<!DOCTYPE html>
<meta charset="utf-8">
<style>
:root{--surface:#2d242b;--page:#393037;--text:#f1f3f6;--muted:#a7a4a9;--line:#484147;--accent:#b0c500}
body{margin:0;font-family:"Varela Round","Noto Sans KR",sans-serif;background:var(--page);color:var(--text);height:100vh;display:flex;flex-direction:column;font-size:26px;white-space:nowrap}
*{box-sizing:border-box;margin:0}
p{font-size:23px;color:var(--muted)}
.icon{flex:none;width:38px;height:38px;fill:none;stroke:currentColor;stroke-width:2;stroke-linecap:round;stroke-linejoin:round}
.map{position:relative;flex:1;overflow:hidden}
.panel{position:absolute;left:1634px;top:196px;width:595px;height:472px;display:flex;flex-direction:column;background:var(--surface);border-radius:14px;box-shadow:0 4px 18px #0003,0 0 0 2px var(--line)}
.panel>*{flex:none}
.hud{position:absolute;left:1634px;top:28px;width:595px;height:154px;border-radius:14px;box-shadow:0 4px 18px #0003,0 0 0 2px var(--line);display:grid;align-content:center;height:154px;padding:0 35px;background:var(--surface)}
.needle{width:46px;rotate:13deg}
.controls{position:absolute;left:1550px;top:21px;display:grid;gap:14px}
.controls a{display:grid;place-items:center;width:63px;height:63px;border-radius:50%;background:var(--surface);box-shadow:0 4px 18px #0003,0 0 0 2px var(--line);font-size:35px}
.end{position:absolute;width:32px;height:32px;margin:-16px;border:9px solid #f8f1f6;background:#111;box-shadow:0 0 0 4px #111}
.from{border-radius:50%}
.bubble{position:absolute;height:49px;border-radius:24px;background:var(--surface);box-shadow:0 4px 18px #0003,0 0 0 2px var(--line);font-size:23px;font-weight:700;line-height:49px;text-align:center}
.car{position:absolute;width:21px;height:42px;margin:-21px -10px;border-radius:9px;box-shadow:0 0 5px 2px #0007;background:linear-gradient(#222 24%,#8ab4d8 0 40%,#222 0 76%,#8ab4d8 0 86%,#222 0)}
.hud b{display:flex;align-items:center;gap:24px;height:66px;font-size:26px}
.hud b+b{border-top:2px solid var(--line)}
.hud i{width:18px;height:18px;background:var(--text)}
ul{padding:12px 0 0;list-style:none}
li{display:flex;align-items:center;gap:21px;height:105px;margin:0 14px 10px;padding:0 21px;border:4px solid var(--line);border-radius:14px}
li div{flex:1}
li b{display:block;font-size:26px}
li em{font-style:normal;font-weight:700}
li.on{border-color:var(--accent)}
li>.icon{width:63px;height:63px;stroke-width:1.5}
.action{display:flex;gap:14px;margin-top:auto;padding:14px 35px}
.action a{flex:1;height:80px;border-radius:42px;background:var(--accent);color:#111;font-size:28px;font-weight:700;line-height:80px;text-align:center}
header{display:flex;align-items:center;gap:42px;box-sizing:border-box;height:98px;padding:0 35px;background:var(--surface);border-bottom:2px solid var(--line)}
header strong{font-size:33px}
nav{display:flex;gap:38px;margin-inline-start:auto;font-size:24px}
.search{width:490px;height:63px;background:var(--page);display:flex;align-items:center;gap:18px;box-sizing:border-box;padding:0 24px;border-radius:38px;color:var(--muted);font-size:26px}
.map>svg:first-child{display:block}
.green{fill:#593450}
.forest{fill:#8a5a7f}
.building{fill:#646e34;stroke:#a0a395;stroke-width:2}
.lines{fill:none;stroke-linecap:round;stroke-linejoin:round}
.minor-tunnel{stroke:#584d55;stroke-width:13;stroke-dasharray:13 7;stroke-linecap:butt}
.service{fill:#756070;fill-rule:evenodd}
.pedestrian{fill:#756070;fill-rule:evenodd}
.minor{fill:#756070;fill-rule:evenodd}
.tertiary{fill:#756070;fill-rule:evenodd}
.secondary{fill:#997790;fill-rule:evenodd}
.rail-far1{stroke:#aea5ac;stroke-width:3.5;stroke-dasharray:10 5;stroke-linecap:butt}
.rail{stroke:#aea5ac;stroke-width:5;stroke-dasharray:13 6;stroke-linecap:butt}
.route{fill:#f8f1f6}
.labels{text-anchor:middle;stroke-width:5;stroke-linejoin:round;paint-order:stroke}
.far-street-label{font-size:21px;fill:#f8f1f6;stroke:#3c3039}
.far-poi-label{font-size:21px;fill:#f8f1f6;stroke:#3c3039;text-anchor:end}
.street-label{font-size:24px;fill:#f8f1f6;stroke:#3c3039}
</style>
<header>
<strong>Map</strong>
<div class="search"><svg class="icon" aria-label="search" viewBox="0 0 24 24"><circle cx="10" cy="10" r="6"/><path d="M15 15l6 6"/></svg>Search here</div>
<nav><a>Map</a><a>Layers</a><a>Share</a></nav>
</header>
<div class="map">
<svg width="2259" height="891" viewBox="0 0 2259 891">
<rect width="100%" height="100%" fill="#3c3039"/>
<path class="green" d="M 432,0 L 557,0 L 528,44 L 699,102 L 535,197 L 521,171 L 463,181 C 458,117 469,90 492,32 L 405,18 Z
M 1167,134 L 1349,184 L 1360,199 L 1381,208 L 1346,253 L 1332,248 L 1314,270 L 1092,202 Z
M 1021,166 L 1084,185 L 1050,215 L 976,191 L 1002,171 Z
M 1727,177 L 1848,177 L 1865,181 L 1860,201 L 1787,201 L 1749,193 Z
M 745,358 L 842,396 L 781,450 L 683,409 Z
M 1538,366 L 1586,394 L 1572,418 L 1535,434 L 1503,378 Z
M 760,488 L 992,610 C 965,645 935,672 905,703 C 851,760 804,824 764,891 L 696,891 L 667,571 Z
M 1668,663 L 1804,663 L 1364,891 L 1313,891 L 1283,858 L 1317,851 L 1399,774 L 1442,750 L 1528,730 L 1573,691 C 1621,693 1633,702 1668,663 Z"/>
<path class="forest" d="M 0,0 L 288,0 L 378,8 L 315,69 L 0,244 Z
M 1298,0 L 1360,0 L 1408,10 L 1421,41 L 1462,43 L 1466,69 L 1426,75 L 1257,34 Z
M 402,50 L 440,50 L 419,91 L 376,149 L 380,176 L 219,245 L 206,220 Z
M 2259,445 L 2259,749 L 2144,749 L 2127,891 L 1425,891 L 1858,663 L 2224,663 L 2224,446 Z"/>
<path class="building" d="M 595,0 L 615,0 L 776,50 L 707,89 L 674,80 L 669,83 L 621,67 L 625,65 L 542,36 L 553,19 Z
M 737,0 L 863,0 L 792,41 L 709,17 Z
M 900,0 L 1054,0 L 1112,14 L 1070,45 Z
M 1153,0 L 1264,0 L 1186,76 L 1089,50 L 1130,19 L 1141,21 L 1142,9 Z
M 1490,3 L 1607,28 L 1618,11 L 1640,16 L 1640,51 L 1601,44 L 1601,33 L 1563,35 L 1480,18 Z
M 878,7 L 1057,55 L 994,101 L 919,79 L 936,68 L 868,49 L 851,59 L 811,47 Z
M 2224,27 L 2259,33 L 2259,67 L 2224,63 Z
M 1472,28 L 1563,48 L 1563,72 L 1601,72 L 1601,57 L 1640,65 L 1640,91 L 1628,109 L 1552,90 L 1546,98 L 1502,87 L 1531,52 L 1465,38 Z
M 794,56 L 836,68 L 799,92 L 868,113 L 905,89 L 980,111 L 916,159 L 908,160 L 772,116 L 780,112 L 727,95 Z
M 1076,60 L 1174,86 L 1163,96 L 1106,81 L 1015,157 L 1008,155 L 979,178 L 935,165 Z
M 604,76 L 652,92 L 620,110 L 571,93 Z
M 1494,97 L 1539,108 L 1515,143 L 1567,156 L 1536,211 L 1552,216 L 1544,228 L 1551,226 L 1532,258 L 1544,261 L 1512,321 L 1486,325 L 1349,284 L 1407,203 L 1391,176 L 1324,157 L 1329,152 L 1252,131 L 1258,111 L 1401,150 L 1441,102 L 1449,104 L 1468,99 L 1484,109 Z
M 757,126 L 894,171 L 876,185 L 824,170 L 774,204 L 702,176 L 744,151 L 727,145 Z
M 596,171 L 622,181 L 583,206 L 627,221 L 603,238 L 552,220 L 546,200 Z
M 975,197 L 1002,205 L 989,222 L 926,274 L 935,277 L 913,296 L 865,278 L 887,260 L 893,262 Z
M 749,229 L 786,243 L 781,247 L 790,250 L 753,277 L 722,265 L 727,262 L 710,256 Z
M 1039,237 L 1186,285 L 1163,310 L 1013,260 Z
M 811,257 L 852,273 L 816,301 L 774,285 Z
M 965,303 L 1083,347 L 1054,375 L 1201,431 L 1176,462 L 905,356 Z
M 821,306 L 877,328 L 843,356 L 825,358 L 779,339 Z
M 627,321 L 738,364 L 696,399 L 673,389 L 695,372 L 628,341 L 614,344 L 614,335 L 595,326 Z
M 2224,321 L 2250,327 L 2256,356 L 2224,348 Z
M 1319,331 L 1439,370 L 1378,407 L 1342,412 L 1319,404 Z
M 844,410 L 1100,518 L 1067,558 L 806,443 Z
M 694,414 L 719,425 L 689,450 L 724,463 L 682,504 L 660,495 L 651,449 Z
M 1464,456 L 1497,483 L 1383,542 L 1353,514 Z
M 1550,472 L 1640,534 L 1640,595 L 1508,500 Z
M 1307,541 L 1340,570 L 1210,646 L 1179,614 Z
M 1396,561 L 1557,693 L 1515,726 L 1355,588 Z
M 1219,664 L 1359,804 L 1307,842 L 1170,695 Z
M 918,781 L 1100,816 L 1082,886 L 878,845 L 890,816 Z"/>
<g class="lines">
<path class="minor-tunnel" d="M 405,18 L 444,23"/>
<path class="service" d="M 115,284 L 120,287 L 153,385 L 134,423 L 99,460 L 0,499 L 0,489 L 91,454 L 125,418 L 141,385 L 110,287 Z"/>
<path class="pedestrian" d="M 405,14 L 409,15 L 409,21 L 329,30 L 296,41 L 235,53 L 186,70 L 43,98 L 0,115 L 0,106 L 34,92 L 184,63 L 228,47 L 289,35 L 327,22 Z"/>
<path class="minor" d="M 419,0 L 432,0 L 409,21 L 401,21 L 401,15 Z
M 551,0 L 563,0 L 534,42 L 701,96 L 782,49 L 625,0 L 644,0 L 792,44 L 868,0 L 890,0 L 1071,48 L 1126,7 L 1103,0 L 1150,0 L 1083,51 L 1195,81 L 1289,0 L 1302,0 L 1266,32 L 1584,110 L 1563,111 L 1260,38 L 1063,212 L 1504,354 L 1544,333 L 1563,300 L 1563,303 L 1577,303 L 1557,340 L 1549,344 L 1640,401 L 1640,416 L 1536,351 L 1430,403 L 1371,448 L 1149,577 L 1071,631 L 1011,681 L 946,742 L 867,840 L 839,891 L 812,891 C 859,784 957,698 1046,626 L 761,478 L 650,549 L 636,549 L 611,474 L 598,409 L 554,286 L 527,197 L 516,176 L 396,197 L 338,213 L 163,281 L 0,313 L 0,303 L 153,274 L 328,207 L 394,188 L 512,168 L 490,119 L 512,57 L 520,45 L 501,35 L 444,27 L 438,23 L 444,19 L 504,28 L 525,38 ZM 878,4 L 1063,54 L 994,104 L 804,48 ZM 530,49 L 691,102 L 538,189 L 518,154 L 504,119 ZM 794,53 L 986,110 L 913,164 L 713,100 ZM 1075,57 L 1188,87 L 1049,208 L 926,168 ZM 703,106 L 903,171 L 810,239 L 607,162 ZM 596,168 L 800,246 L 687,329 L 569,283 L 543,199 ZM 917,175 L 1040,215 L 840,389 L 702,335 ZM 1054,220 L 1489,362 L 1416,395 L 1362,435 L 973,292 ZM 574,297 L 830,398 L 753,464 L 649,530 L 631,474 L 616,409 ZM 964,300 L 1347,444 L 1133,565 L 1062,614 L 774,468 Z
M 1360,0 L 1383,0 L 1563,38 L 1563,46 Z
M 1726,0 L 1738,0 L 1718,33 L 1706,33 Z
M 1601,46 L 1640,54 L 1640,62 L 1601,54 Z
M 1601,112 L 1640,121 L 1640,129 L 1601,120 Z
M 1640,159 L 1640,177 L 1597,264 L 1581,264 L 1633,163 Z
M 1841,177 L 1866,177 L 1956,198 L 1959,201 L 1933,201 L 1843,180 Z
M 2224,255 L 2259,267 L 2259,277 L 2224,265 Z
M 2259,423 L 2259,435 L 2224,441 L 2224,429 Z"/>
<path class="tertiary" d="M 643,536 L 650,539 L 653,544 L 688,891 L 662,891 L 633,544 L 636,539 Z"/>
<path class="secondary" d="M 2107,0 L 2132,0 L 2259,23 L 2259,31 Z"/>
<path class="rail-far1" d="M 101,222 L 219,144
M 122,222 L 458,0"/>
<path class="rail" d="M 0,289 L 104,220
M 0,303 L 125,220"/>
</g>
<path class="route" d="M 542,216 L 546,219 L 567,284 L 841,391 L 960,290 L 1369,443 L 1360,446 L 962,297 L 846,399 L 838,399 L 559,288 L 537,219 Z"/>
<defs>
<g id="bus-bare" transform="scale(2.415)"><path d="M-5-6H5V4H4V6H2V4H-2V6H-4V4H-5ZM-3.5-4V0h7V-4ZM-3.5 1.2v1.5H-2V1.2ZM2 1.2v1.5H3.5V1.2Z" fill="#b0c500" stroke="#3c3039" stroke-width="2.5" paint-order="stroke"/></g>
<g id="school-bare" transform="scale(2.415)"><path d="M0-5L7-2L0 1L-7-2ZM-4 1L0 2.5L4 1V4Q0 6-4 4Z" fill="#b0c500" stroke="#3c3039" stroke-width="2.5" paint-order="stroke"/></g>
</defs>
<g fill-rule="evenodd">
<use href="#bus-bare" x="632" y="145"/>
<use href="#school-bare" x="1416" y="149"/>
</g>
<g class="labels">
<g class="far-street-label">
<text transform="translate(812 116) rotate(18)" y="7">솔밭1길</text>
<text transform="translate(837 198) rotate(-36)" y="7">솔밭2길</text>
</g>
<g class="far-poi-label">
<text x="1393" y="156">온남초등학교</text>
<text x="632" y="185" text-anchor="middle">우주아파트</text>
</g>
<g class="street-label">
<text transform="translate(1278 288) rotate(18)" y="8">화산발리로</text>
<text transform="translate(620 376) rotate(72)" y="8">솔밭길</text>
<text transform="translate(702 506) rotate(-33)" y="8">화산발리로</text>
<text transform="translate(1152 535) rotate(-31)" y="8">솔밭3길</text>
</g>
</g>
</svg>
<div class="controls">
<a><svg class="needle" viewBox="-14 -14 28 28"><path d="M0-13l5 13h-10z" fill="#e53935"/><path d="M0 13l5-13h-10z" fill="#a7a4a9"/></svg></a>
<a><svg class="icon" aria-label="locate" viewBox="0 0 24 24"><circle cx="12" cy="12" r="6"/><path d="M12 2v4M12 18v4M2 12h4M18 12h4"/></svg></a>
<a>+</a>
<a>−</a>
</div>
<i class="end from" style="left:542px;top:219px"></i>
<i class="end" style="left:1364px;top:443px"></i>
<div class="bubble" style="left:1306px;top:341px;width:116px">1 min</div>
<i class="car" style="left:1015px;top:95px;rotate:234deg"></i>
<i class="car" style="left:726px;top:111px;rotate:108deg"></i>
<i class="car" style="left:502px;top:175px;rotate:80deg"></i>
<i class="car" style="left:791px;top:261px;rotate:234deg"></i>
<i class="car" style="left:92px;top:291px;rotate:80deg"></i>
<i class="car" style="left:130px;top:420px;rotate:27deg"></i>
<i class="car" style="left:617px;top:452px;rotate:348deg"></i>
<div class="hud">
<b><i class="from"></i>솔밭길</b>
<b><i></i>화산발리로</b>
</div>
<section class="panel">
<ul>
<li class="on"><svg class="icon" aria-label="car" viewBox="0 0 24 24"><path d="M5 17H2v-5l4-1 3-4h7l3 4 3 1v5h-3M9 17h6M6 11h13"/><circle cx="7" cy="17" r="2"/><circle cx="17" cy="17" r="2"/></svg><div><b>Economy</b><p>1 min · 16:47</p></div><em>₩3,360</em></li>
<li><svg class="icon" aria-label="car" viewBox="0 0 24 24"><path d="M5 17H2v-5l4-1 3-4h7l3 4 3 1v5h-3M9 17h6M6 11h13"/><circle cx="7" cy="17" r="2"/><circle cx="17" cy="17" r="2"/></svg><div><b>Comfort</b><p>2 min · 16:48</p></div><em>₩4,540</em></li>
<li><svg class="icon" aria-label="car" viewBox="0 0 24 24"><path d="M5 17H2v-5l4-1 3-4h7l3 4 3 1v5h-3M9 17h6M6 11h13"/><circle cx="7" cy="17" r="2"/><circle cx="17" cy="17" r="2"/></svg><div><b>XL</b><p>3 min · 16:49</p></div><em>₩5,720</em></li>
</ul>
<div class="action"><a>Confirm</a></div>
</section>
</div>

══════════

● Task requirements: Determine how many lines of the entries above carry the string "shadow", and give that number alone.

● Task answer: 6